═════ DATA PROVIDED ═════
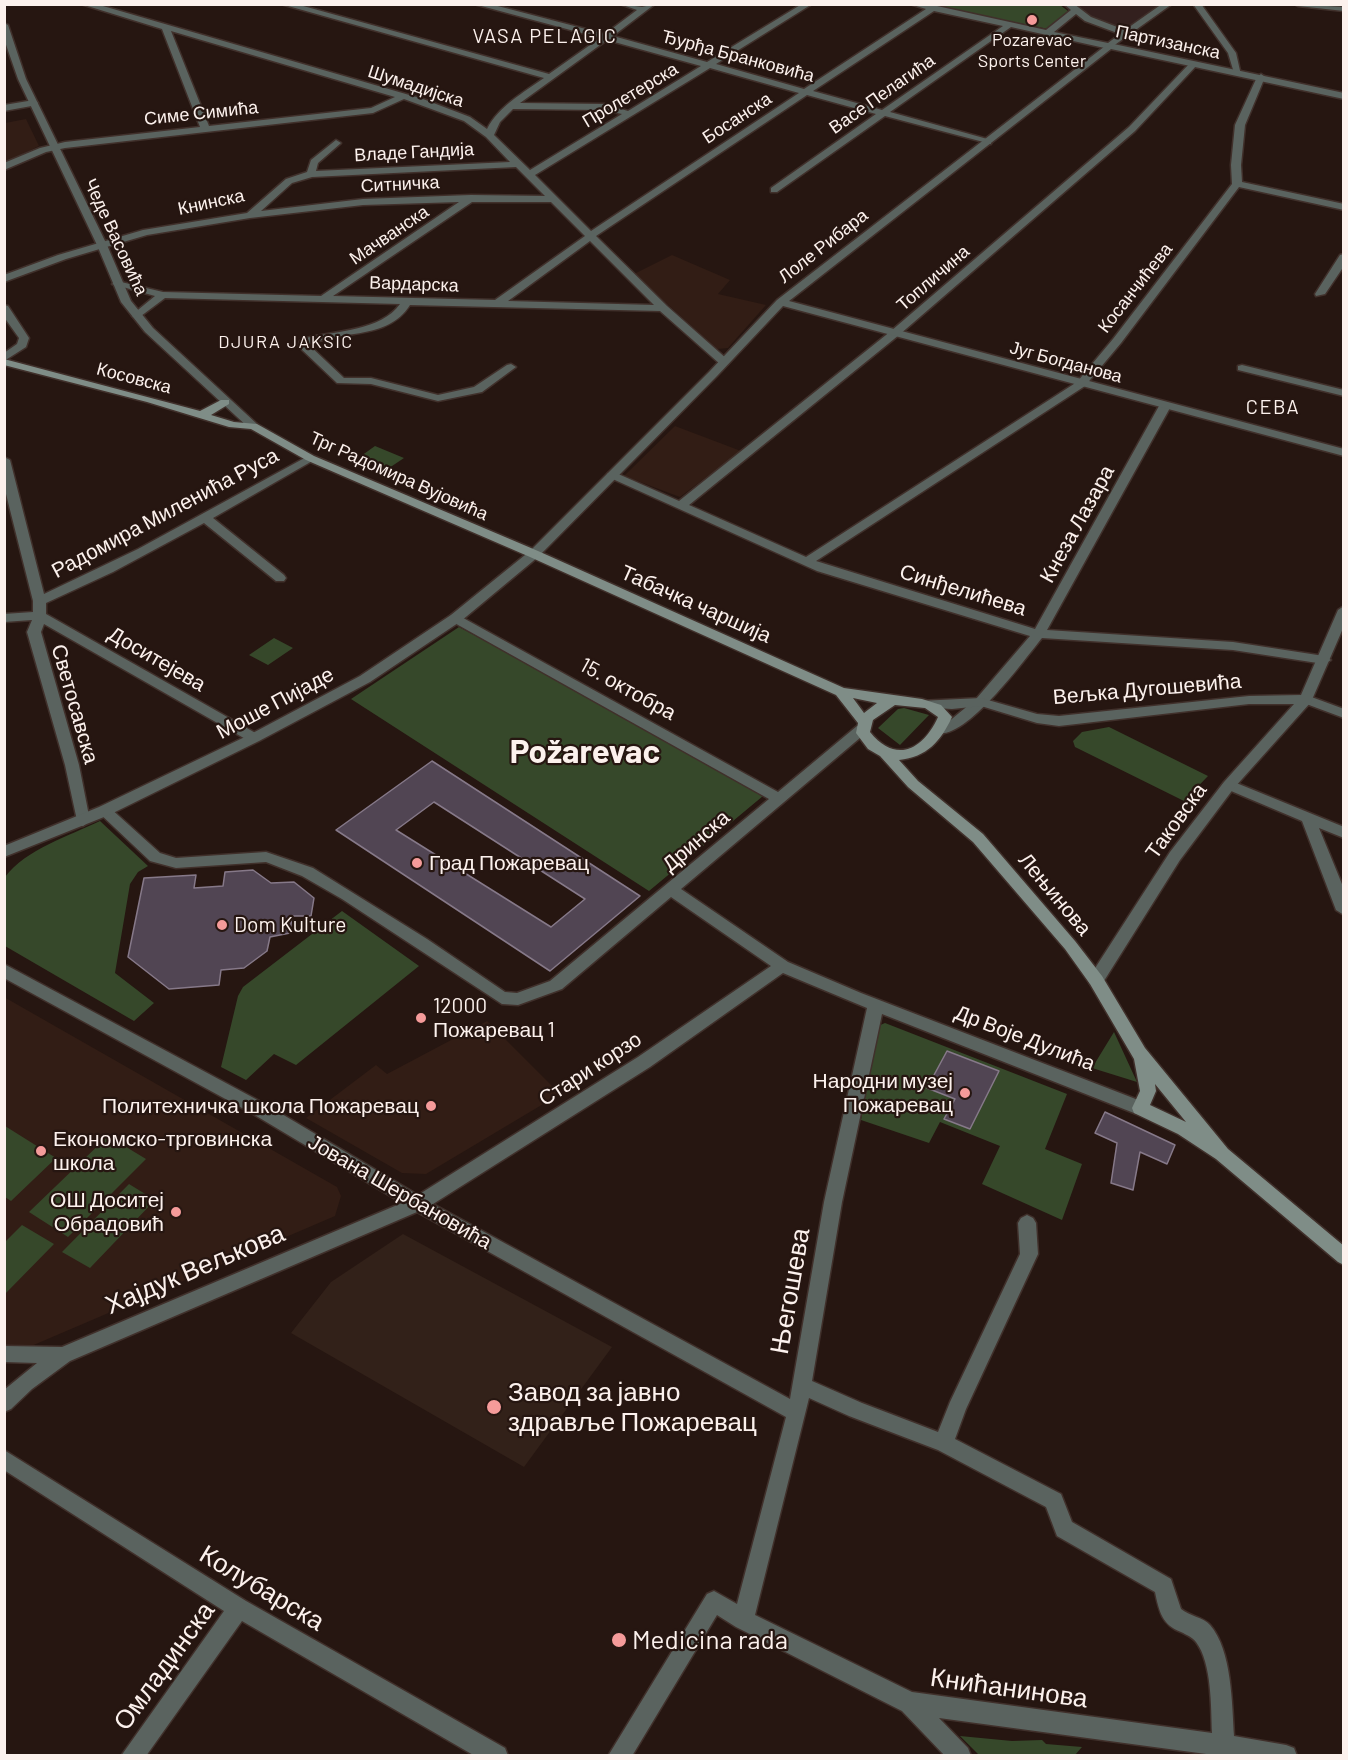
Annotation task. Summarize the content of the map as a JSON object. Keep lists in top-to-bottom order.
{
  "streets": {
    "main road": [
      "Косовска",
      "Трг Радомира Вујовића",
      "Табачка чаршија",
      "Лењинова",
      "Др Воје Дулића"
    ],
    "street": [
      "Партизанска",
      "Ђурђа Бранковића",
      "Шумадијска",
      "Васе Пелагића",
      "Пролетерска",
      "Симе Симића",
      "Босанска",
      "Владе Гандија",
      "Ситничка",
      "Книнска",
      "Мачванска",
      "Чеде Васовића",
      "Лоле Рибара",
      "Топличина",
      "Вардарска",
      "Косанчићева",
      "Југ Богданова",
      "Радомира Миленића Руса",
      "Кнеза Лазара",
      "Синђелићева",
      "Доситејева",
      "15. октобра",
      "Вељка Дугошевића",
      "Моше Пијаде",
      "Светосавска",
      "Таковска",
      "Дринска",
      "Стари корзо",
      "Јована Шербановића",
      "Хајдук Вељкова",
      "Његошева",
      "Колубарска",
      "Омладинска",
      "Книћанинова"
    ]
  },
  "crossings": [
    ["Партизанска", "Васе Пелагића"],
    ["Партизанска", "Босанска"],
    ["Партизанска", "Лоле Рибара"],
    ["Партизанска", "Топличина"],
    ["Ђурђа Бранковића", "Васе Пелагића"],
    ["Ђурђа Бранковића", "Пролетерска"],
    ["Ђурђа Бранковића", "Босанска"],
    ["Ђурђа Бранковића", "Лоле Рибара"],
    ["Шумадијска", "Пролетерска"],
    ["Шумадијска", "Симе Симића"],
    ["Шумадијска", "Босанска"],
    ["Шумадијска", "Владе Гандија"],
    ["Шумадијска", "Ситничка"],
    ["Шумадијска", "Лоле Рибара"],
    ["Шумадијска", "Вардарска"],
    ["Симе Симића", "Чеде Васовића"],
    ["Босанска", "Вардарска"],
    ["Владе Гандија", "Книнска"],
    ["Ситничка", "Книнска"],
    ["Ситничка", "Мачванска"],
    ["Книнска", "Чеде Васовића"],
    ["Мачванска", "Вардарска"],
    ["Чеде Васовића", "Вардарска"],
    ["Чеде Васовића", "Косовска"],
    ["Чеде Васовића", "Трг Радомира Вујовића"],
    ["Лоле Рибара", "Југ Богданова"],
    ["Лоле Рибара", "Трг Радомира Вујовића"],
    ["Лоле Рибара", "Синђелићева"],
    ["Лоле Рибара", "Табачка чаршија"],
    ["Лоле Рибара", "Моше Пијаде"],
    ["Топличина", "Југ Богданова"],
    ["Топличина", "Синђелићева"],
    ["Косанчићева", "Југ Богданова"],
    ["Косанчићева", "Синђелићева"],
    ["Југ Богданова", "Кнеза Лазара"],
    ["Косовска", "Трг Радомира Вујовића"],
    ["Трг Радомира Вујовића", "Радомира Миленића Руса"],
    ["Трг Радомира Вујовића", "Табачка чаршија"],
    ["Трг Радомира Вујовића", "Моше Пијаде"],
    ["Радомира Миленића Руса", "Светосавска"],
    ["Кнеза Лазара", "Синђелићева"],
    ["Кнеза Лазара", "Табачка чаршија"],
    ["Кнеза Лазара", "Вељка Дугошевића"],
    ["Кнеза Лазара", "Дринска"],
    ["Кнеза Лазара", "Лењинова"],
    ["Синђелићева", "Таковска"],
    ["Табачка чаршија", "Вељка Дугошевића"],
    ["Табачка чаршија", "Моше Пијаде"],
    ["Табачка чаршија", "Дринска"],
    ["Табачка чаршија", "Лењинова"],
    ["Доситејева", "Моше Пијаде"],
    ["Доситејева", "Светосавска"],
    ["15. октобра", "Моше Пијаде"],
    ["15. октобра", "Дринска"],
    ["Вељка Дугошевића", "Таковска"],
    ["Вељка Дугошевића", "Дринска"],
    ["Вељка Дугошевића", "Лењинова"],
    ["Моше Пијаде", "Светосавска"],
    ["Моше Пијаде", "Дринска"],
    ["Таковска", "Лењинова"],
    ["Дринска", "Лењинова"],
    ["Дринска", "Др Воје Дулића"],
    ["Лењинова", "Др Воје Дулића"],
    ["Др Воје Дулића", "Стари корзо"],
    ["Др Воје Дулића", "Његошева"],
    ["Стари корзо", "Јована Шербановића"],
    ["Стари корзо", "Хајдук Вељкова"],
    ["Јована Шербановића", "Хајдук Вељкова"],
    ["Јована Шербановића", "Његошева"],
    ["Његошева", "Книћанинова"],
    ["Колубарска", "Омладинска"]
  ],
  "districts": [
    "VASA PELAGIC",
    "DJURA JAKSIC",
    "CEBA",
    "Požarevac"
  ],
  "places": [
    "Pozarevac Sports Center",
    "Град Пожаревац",
    "Dom Kulture",
    "12000 Пожаревац 1",
    "Народни музеј Пожаревац",
    "Политехничка школа Пожаревац",
    "Економско-трговинска школа",
    "ОШ Доситеј Обрадовић",
    "Завод за јавно здравље Пожаревац",
    "Medicina rada"
  ]
}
═════
### WORK TO BE COMPLETED
Write the records above out again exactly, but not the pictures.

### TASK RESULT
Annotation task. Summarize the content of the map as a JSON object. Keep lists in top-to-bottom order.
{
  "streets": {
    "main road": [
      "Косовска",
      "Трг Радомира Вујовића",
      "Табачка чаршија",
      "Лењинова",
      "Др Воје Дулића"
    ],
    "street": [
      "Партизанска",
      "Ђурђа Бранковића",
      "Шумадијска",
      "Васе Пелагића",
      "Пролетерска",
      "Симе Симића",
      "Босанска",
      "Владе Гандија",
      "Ситничка",
      "Книнска",
      "Мачванска",
      "Чеде Васовића",
      "Лоле Рибара",
      "Топличина",
      "Вардарска",
      "Косанчићева",
      "Југ Богданова",
      "Радомира Миленића Руса",
      "Кнеза Лазара",
      "Синђелићева",
      "Доситејева",
      "15. октобра",
      "Вељка Дугошевића",
      "Моше Пијаде",
      "Светосавска",
      "Таковска",
      "Дринска",
      "Стари корзо",
      "Јована Шербановића",
      "Хајдук Вељкова",
      "Његошева",
      "Колубарска",
      "Омладинска",
      "Книћанинова"
    ]
  },
  "crossings": [
    ["Партизанска", "Васе Пелагића"],
    ["Партизанска", "Босанска"],
    ["Партизанска", "Лоле Рибара"],
    ["Партизанска", "Топличина"],
    ["Ђурђа Бранковића", "Васе Пелагића"],
    ["Ђурђа Бранковића", "Пролетерска"],
    ["Ђурђа Бранковића", "Босанска"],
    ["Ђурђа Бранковића", "Лоле Рибара"],
    ["Шумадијска", "Пролетерска"],
    ["Шумадијска", "Симе Симића"],
    ["Шумадијска", "Босанска"],
    ["Шумадијска", "Владе Гандија"],
    ["Шумадијска", "Ситничка"],
    ["Шумадијска", "Лоле Рибара"],
    ["Шумадијска", "Вардарска"],
    ["Симе Симића", "Чеде Васовића"],
    ["Босанска", "Вардарска"],
    ["Владе Гандија", "Книнска"],
    ["Ситничка", "Книнска"],
    ["Ситничка", "Мачванска"],
    ["Книнска", "Чеде Васовића"],
    ["Мачванска", "Вардарска"],
    ["Чеде Васовића", "Вардарска"],
    ["Чеде Васовића", "Косовска"],
    ["Чеде Васовића", "Трг Радомира Вујовића"],
    ["Лоле Рибара", "Југ Богданова"],
    ["Лоле Рибара", "Трг Радомира Вујовића"],
    ["Лоле Рибара", "Синђелићева"],
    ["Лоле Рибара", "Табачка чаршија"],
    ["Лоле Рибара", "Моше Пијаде"],
    ["Топличина", "Југ Богданова"],
    ["Топличина", "Синђелићева"],
    ["Косанчићева", "Југ Богданова"],
    ["Косанчићева", "Синђелићева"],
    ["Југ Богданова", "Кнеза Лазара"],
    ["Косовска", "Трг Радомира Вујовића"],
    ["Трг Радомира Вујовића", "Радомира Миленића Руса"],
    ["Трг Радомира Вујовића", "Табачка чаршија"],
    ["Трг Радомира Вујовића", "Моше Пијаде"],
    ["Радомира Миленића Руса", "Светосавска"],
    ["Кнеза Лазара", "Синђелићева"],
    ["Кнеза Лазара", "Табачка чаршија"],
    ["Кнеза Лазара", "Вељка Дугошевића"],
    ["Кнеза Лазара", "Дринска"],
    ["Кнеза Лазара", "Лењинова"],
    ["Синђелићева", "Таковска"],
    ["Табачка чаршија", "Вељка Дугошевића"],
    ["Табачка чаршија", "Моше Пијаде"],
    ["Табачка чаршија", "Дринска"],
    ["Табачка чаршија", "Лењинова"],
    ["Доситејева", "Моше Пијаде"],
    ["Доситејева", "Светосавска"],
    ["15. октобра", "Моше Пијаде"],
    ["15. октобра", "Дринска"],
    ["Вељка Дугошевића", "Таковска"],
    ["Вељка Дугошевића", "Дринска"],
    ["Вељка Дугошевића", "Лењинова"],
    ["Моше Пијаде", "Светосавска"],
    ["Моше Пијаде", "Дринска"],
    ["Таковска", "Лењинова"],
    ["Дринска", "Лењинова"],
    ["Дринска", "Др Воје Дулића"],
    ["Лењинова", "Др Воје Дулића"],
    ["Др Воје Дулића", "Стари корзо"],
    ["Др Воје Дулића", "Његошева"],
    ["Стари корзо", "Јована Шербановића"],
    ["Стари корзо", "Хајдук Вељкова"],
    ["Јована Шербановића", "Хајдук Вељкова"],
    ["Јована Шербановића", "Његошева"],
    ["Његошева", "Книћанинова"],
    ["Колубарска", "Омладинска"]
  ],
  "districts": [
    "VASA PELAGIC",
    "DJURA JAKSIC",
    "CEBA",
    "Požarevac"
  ],
  "places": [
    "Pozarevac Sports Center",
    "Град Пожаревац",
    "Dom Kulture",
    "12000 Пожаревац 1",
    "Народни музеј Пожаревац",
    "Политехничка школа Пожаревац",
    "Економско-трговинска школа",
    "ОШ Доситеј Обрадовић",
    "Завод за јавно здравље Пожаревац",
    "Medicina rada"
  ]
}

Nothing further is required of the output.